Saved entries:
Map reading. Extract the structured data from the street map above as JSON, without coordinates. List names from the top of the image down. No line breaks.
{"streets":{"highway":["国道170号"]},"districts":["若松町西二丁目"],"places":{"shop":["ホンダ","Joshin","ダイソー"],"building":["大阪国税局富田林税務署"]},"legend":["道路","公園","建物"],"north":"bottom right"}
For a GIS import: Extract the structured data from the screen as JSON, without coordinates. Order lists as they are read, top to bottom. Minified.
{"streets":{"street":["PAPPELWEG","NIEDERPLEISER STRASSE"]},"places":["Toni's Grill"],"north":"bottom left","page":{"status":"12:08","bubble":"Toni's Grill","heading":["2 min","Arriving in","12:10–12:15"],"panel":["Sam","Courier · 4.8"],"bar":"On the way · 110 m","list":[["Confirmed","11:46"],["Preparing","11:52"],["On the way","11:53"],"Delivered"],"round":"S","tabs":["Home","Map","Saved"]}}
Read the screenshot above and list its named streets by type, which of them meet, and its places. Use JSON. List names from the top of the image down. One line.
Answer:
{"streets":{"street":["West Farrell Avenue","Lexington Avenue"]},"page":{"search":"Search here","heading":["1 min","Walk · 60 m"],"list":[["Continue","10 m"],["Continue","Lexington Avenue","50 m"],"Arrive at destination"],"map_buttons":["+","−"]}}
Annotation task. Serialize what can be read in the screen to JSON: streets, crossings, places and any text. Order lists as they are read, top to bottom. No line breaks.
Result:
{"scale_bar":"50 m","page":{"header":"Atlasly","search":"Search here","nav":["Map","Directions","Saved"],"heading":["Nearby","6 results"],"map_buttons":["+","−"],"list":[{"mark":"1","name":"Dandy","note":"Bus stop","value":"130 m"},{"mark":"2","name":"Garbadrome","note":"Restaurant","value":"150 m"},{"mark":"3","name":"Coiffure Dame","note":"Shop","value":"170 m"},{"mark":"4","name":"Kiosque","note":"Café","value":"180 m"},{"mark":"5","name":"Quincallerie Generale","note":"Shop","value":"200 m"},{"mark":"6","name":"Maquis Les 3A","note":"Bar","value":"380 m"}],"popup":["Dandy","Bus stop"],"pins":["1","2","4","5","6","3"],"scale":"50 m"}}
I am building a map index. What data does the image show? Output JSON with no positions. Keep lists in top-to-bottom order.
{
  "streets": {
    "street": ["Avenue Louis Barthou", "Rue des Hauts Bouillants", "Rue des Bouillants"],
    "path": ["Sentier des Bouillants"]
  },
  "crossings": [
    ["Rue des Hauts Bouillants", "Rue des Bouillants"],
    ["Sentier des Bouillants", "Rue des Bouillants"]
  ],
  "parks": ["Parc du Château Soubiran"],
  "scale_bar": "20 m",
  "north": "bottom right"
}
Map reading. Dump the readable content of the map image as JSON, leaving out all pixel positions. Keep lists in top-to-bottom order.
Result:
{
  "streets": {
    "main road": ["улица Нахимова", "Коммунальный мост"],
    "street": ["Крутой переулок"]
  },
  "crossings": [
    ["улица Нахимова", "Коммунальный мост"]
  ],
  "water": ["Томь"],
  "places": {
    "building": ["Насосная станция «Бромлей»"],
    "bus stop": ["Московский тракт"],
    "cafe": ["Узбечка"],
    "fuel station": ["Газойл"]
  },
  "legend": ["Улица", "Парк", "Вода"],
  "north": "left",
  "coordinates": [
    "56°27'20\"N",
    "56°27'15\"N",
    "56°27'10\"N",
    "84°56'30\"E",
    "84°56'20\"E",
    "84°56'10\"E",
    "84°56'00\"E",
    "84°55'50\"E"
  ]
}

## [Exercise]
Write out a word-for-word copy of every entry above.

## [Response]
Map reading. Extract the structured data from the street map above as JSON, without coordinates. List names from the top of the image down. No line breaks.
{"streets":{"highway":["国道170号"]},"districts":["若松町西二丁目"],"places":{"shop":["ホンダ","Joshin","ダイソー"],"building":["大阪国税局富田林税務署"]},"legend":["道路","公園","建物"],"north":"bottom right"}
For a GIS import: Extract the structured data from the screen as JSON, without coordinates. Order lists as they are read, top to bottom. Minified.
{"streets":{"street":["PAPPELWEG","NIEDERPLEISER STRASSE"]},"places":["Toni's Grill"],"north":"bottom left","page":{"status":"12:08","bubble":"Toni's Grill","heading":["2 min","Arriving in","12:10–12:15"],"panel":["Sam","Courier · 4.8"],"bar":"On the way · 110 m","list":[["Confirmed","11:46"],["Preparing","11:52"],["On the way","11:53"],"Delivered"],"round":"S","tabs":["Home","Map","Saved"]}}
Read the screenshot above and list its named streets by type, which of them meet, and its places. Use JSON. List names from the top of the image down. One line.
Answer:
{"streets":{"street":["West Farrell Avenue","Lexington Avenue"]},"page":{"search":"Search here","heading":["1 min","Walk · 60 m"],"list":[["Continue","10 m"],["Continue","Lexington Avenue","50 m"],"Arrive at destination"],"map_buttons":["+","−"]}}
Annotation task. Serialize what can be read in the screen to JSON: streets, crossings, places and any text. Order lists as they are read, top to bottom. No line breaks.
Result:
{"scale_bar":"50 m","page":{"header":"Atlasly","search":"Search here","nav":["Map","Directions","Saved"],"heading":["Nearby","6 results"],"map_buttons":["+","−"],"list":[{"mark":"1","name":"Dandy","note":"Bus stop","value":"130 m"},{"mark":"2","name":"Garbadrome","note":"Restaurant","value":"150 m"},{"mark":"3","name":"Coiffure Dame","note":"Shop","value":"170 m"},{"mark":"4","name":"Kiosque","note":"Café","value":"180 m"},{"mark":"5","name":"Quincallerie Generale","note":"Shop","value":"200 m"},{"mark":"6","name":"Maquis Les 3A","note":"Bar","value":"380 m"}],"popup":["Dandy","Bus stop"],"pins":["1","2","4","5","6","3"],"scale":"50 m"}}
I am building a map index. What data does the image show? Output JSON with no positions. Keep lists in top-to-bottom order.
{
  "streets": {
    "street": ["Avenue Louis Barthou", "Rue des Hauts Bouillants", "Rue des Bouillants"],
    "path": ["Sentier des Bouillants"]
  },
  "crossings": [
    ["Rue des Hauts Bouillants", "Rue des Bouillants"],
    ["Sentier des Bouillants", "Rue des Bouillants"]
  ],
  "parks": ["Parc du Château Soubiran"],
  "scale_bar": "20 m",
  "north": "bottom right"
}
Map reading. Dump the readable content of the map image as JSON, leaving out all pixel positions. Keep lists in top-to-bottom order.
Result:
{
  "streets": {
    "main road": ["улица Нахимова", "Коммунальный мост"],
    "street": ["Крутой переулок"]
  },
  "crossings": [
    ["улица Нахимова", "Коммунальный мост"]
  ],
  "water": ["Томь"],
  "places": {
    "building": ["Насосная станция «Бромлей»"],
    "bus stop": ["Московский тракт"],
    "cafe": ["Узбечка"],
    "fuel station": ["Газойл"]
  },
  "legend": ["Улица", "Парк", "Вода"],
  "north": "left",
  "coordinates": [
    "56°27'20\"N",
    "56°27'15\"N",
    "56°27'10\"N",
    "84°56'30\"E",
    "84°56'20\"E",
    "84°56'10\"E",
    "84°56'00\"E",
    "84°55'50\"E"
  ]
}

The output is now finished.